■ Task directions: Show, from the entries below, every line in which "symbols" appears.

■ Material for this exercise:
—————
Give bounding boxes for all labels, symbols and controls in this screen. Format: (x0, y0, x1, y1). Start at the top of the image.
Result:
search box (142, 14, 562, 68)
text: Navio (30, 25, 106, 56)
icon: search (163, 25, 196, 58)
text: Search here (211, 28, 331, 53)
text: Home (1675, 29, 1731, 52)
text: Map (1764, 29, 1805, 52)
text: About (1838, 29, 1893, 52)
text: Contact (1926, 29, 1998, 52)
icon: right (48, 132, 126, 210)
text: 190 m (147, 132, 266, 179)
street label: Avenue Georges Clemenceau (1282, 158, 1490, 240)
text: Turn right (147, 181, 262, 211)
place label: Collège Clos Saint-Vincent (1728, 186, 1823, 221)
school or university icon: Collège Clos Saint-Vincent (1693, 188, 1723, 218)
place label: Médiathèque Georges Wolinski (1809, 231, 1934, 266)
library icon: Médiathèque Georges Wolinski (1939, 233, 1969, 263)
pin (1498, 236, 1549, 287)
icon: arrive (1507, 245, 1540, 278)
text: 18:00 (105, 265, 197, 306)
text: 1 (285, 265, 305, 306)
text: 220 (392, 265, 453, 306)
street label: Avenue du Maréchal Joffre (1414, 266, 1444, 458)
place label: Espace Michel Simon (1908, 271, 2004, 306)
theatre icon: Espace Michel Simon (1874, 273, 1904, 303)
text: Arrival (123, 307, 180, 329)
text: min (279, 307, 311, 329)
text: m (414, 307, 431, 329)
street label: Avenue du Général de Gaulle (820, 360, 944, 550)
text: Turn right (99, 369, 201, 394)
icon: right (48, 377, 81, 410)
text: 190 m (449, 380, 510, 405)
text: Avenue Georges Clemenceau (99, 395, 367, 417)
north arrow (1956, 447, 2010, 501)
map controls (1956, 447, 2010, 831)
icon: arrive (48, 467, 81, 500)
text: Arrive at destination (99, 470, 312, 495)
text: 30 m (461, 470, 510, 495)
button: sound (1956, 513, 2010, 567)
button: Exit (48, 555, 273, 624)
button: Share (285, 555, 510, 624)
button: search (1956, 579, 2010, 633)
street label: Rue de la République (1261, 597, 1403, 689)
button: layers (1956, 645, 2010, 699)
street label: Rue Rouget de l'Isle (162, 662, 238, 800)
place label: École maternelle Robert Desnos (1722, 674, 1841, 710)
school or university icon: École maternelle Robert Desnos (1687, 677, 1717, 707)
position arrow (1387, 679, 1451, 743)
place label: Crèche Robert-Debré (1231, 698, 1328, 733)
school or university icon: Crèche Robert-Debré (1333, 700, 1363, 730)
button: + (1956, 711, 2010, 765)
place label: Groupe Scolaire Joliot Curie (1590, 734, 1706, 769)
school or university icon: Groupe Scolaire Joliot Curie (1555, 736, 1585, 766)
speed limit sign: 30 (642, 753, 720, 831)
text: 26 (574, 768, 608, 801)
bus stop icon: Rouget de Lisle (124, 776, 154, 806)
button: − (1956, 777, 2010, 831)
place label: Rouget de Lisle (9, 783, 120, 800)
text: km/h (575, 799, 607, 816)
—————
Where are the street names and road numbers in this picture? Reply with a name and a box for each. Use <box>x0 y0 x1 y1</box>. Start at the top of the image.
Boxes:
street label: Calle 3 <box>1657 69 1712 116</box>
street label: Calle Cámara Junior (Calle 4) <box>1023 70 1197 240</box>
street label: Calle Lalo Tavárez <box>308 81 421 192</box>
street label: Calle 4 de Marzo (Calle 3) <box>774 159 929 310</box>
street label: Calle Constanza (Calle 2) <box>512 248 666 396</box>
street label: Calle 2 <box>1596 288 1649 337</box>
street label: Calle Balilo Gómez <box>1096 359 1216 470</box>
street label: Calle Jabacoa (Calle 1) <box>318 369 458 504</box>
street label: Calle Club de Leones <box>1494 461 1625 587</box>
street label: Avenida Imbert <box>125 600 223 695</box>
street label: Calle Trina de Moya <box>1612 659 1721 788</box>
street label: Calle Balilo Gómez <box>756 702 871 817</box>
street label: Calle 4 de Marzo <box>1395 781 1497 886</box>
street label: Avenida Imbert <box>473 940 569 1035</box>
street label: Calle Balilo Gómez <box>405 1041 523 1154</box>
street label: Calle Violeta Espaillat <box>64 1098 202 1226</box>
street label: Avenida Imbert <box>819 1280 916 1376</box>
—————
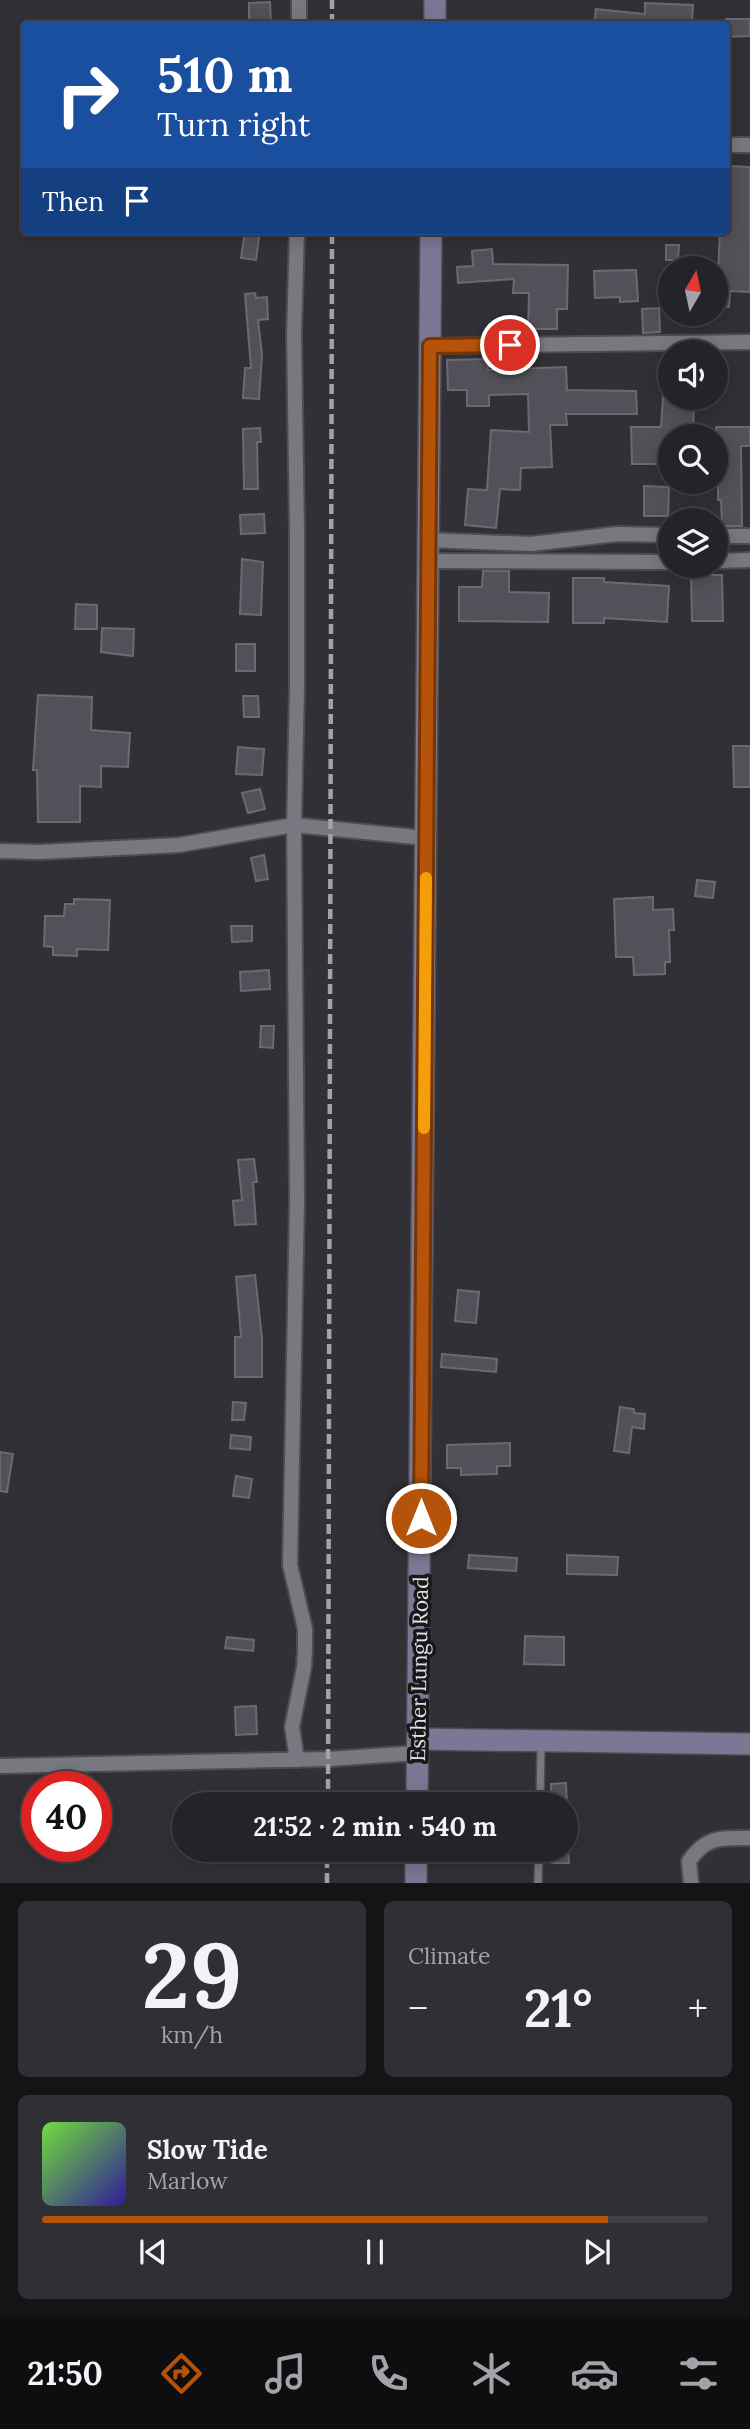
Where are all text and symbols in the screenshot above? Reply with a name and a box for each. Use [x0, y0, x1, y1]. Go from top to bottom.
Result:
—————
■ Reply:
Give bounding boxes for all labels, symbols and controls in this screen. Format: (x0, y0, x1, y1). Start at the top of the image.
Where are all text and symbols in the screenshot above? Reply with a name and a box for each. Use [x0, y0, x1, y1]. Go from top to bottom.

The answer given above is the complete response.